By Anne Petermann, for the GJEP Team
GE poplars coming to a forest near you? There is a disturbing new push to transform forests in the Pacific Northwest into GE tree plantations to feed new bioenergy refineries.
Last week US Department of Agriculture Secretary Tom Vilsack announced it was making a grant of $136 million–its largest grant ever– to several universities and private companies in the Pacific Northwest to promote development of a Northwest “biofuels” industry.
According to an article titled, “UW, WSU to get $80M to Develop Biofuels” in the Seattle Times, this grant is designed to build a new industry that “would be churning out fuel from trees” in the next five years. They quoted Vilsack, stating, “I’d bet my life on it.”
The grant has several components, including the development of “fast growing poplars” that could mature in just a few years.
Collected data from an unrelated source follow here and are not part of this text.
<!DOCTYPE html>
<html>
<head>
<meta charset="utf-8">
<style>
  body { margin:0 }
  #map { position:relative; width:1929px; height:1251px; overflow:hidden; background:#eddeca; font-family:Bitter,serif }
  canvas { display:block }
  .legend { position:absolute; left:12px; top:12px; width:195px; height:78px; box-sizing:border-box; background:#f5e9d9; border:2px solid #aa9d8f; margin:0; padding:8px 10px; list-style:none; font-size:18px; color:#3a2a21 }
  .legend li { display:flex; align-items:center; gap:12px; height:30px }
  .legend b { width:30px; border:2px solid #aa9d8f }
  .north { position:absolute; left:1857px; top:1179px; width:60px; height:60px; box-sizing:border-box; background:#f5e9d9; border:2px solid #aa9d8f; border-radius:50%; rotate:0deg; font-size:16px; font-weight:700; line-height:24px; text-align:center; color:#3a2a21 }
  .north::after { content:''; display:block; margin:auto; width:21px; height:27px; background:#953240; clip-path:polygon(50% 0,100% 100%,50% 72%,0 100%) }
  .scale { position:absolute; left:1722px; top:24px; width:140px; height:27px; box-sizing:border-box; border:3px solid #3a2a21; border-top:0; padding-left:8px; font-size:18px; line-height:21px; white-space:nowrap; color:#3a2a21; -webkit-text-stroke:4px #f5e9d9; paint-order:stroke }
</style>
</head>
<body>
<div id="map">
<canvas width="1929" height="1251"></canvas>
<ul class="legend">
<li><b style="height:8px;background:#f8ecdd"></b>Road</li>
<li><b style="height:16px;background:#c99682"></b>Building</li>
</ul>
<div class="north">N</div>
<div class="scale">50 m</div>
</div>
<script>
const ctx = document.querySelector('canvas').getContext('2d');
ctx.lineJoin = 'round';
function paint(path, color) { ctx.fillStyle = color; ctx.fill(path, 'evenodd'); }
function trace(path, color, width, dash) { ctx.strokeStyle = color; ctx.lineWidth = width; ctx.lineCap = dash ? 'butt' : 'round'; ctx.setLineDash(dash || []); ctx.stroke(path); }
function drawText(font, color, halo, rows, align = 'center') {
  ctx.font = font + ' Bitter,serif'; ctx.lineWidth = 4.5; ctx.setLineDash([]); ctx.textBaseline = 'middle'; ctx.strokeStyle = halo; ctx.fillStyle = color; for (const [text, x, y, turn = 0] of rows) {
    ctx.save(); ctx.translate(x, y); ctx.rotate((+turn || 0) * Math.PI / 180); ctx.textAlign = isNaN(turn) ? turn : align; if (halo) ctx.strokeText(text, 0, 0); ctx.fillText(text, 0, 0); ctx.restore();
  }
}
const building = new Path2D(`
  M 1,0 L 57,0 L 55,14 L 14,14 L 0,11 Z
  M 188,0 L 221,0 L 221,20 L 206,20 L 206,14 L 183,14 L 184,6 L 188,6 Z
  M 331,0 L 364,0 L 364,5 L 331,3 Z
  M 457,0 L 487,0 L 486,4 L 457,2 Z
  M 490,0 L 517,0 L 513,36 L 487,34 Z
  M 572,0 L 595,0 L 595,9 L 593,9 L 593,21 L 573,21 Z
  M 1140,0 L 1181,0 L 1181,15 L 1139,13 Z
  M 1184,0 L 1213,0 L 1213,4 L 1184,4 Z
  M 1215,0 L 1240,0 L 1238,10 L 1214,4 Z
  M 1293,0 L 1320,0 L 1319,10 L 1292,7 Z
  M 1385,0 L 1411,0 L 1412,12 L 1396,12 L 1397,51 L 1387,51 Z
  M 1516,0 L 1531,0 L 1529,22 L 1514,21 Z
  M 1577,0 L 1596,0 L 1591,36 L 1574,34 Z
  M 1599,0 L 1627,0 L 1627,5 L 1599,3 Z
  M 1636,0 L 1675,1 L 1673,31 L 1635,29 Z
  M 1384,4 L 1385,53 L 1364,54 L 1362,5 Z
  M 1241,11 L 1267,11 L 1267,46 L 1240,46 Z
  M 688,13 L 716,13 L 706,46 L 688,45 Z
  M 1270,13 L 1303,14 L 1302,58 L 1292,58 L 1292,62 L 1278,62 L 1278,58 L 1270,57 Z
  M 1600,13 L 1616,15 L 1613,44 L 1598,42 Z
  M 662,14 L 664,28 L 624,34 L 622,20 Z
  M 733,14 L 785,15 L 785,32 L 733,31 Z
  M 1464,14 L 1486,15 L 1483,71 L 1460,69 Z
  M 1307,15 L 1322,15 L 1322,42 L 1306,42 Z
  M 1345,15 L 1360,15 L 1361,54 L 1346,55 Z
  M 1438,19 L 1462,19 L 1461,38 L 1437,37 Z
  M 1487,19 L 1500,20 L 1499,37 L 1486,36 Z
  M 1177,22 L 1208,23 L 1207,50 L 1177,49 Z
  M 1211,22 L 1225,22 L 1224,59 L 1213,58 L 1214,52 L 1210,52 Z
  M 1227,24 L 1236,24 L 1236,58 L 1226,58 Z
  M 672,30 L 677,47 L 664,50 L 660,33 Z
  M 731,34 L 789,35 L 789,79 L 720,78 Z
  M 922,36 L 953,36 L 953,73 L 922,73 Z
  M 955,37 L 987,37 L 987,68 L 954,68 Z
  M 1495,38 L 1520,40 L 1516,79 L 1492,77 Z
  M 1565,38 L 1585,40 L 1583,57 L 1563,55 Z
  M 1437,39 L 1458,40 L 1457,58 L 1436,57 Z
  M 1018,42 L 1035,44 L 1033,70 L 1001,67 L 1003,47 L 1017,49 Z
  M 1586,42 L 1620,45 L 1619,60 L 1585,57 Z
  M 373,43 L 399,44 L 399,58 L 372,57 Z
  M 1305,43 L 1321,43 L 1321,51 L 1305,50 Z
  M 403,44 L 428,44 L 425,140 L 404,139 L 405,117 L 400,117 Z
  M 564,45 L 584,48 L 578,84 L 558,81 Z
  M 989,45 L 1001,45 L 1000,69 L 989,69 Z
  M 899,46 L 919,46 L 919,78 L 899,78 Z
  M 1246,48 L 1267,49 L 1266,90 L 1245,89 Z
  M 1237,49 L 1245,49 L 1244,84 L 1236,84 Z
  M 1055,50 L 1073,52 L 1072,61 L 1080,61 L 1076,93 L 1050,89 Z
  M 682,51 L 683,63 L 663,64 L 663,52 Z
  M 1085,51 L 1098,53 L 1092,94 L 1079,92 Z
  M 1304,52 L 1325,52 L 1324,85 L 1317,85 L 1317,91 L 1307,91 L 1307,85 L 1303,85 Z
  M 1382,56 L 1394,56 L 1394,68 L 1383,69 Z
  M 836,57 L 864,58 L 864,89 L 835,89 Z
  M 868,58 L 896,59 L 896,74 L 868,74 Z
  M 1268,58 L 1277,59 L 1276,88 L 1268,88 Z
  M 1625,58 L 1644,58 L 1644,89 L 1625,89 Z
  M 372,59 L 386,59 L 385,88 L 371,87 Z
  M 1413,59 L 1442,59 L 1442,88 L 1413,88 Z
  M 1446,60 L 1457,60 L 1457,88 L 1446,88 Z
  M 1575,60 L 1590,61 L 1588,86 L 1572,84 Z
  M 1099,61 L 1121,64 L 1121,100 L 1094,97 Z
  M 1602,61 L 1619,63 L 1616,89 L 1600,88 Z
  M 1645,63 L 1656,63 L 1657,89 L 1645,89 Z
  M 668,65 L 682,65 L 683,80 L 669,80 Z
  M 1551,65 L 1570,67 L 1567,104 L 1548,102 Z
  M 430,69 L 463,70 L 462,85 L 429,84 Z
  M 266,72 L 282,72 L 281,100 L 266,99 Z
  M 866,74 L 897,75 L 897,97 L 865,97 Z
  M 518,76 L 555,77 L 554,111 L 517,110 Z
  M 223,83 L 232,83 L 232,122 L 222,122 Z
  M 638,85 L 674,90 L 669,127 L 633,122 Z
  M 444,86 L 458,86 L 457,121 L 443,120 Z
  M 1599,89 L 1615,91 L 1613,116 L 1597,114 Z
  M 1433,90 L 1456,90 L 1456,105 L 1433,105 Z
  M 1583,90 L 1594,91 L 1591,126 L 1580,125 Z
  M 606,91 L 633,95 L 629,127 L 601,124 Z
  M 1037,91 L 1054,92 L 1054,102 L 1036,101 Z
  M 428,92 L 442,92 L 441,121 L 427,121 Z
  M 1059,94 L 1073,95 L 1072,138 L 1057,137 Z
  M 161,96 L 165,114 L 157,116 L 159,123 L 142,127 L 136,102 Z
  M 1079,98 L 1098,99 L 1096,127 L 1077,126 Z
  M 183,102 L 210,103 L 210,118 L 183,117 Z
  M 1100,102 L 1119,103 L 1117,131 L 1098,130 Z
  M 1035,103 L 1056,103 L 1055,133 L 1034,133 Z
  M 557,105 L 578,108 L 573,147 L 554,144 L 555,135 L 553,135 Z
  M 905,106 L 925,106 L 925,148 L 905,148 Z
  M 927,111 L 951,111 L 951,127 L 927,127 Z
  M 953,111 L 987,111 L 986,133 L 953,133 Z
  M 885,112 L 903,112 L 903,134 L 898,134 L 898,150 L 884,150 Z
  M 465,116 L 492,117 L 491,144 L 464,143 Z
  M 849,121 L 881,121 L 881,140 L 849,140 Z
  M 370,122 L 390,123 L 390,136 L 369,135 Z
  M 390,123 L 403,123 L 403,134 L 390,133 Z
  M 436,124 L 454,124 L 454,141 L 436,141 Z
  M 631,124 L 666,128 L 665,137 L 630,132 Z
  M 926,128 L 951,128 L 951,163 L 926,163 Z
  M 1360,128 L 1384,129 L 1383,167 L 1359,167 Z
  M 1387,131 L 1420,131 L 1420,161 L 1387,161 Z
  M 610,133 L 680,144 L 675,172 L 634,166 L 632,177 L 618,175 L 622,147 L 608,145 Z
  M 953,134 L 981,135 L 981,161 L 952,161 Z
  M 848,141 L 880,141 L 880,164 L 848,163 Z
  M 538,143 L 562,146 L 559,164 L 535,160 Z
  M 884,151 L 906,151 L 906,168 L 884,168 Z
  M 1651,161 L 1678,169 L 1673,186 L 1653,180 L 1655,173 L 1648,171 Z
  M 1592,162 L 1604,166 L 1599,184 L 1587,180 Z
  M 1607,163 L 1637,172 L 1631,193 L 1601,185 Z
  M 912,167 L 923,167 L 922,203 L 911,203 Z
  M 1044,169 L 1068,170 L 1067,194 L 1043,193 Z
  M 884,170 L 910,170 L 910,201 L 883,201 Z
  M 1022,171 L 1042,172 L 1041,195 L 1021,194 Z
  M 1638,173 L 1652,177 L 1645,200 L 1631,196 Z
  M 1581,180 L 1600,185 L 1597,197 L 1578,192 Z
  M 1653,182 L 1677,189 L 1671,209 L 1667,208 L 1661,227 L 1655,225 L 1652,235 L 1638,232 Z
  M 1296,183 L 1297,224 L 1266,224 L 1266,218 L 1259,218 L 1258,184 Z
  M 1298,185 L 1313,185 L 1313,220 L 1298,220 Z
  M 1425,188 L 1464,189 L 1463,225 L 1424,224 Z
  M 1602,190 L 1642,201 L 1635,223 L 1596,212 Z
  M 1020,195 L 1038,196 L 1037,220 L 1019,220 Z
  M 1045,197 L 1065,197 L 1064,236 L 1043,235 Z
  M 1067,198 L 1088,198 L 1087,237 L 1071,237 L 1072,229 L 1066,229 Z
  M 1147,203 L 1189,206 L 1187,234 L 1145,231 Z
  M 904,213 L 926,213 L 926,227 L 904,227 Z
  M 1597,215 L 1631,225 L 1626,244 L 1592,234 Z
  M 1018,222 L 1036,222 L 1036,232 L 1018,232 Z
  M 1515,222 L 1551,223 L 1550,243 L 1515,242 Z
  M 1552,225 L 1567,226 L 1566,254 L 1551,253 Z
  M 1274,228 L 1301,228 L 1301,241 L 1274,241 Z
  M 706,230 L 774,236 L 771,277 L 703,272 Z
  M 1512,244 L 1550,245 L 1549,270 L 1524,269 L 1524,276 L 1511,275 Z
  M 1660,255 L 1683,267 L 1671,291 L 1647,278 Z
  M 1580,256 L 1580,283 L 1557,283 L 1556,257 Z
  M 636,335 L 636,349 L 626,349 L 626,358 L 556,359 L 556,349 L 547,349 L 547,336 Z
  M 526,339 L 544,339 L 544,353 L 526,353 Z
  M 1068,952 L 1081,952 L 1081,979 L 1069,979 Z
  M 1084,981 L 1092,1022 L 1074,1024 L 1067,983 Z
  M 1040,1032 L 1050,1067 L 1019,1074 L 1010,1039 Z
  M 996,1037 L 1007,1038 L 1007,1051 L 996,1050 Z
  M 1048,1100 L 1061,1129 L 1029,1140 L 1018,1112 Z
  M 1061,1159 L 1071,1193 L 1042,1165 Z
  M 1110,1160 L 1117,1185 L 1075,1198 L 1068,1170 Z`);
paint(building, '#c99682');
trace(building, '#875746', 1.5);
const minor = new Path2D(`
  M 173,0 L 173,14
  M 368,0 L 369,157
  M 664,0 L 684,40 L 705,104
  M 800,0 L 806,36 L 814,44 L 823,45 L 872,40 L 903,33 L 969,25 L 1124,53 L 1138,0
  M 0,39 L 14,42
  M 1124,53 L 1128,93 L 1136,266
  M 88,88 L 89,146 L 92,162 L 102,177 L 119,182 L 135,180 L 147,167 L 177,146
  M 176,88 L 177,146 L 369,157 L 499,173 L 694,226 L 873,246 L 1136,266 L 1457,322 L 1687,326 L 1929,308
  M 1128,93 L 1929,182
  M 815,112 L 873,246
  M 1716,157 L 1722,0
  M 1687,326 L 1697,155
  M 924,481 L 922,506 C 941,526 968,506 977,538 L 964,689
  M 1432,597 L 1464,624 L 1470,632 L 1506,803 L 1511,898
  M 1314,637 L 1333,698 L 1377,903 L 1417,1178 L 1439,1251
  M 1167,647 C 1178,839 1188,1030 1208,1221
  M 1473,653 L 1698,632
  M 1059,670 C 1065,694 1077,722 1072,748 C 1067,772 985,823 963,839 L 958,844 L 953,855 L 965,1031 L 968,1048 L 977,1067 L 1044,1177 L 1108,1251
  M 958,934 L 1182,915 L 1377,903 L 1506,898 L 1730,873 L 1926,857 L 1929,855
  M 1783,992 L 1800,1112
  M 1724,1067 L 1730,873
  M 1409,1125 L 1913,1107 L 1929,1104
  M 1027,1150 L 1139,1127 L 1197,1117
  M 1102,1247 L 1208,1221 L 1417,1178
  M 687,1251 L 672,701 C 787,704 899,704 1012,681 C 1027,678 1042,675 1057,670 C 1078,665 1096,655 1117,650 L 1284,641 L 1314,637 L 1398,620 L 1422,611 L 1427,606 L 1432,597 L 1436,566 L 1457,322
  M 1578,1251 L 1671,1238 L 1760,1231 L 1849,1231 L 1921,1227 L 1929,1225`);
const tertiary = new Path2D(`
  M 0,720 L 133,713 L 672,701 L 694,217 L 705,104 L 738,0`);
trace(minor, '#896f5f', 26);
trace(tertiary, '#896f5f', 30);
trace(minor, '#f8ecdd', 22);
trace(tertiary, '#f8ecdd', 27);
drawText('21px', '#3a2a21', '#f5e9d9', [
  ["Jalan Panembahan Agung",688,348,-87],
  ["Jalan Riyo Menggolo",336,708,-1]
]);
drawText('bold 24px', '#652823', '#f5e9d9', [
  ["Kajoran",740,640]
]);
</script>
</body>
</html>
The University of Washington plans to develop 400,000 acres of these poplars across the Northwest.
Another article titled, “Pacific Northwest Forests Offer Biomass Bounty” in the Western Farm Press, states that the same grant provides over a half million dollars for Oregon State University to investigate use of genetically engineered trees for dedicated energy plantations. Most of the research into GE trees at OSU focuses on poplars.
This suggests that the ultimate goal of the grant is the development of industrial-scale genetically engineered poplar plantations as bioenergy feedstocks. This is highly troubling since this grant was provided by the USDA–which is the same agency that would review any applications requesting permission to grow GE trees commercially. GE trees are not yet legal to grow on a commercial scale in the US.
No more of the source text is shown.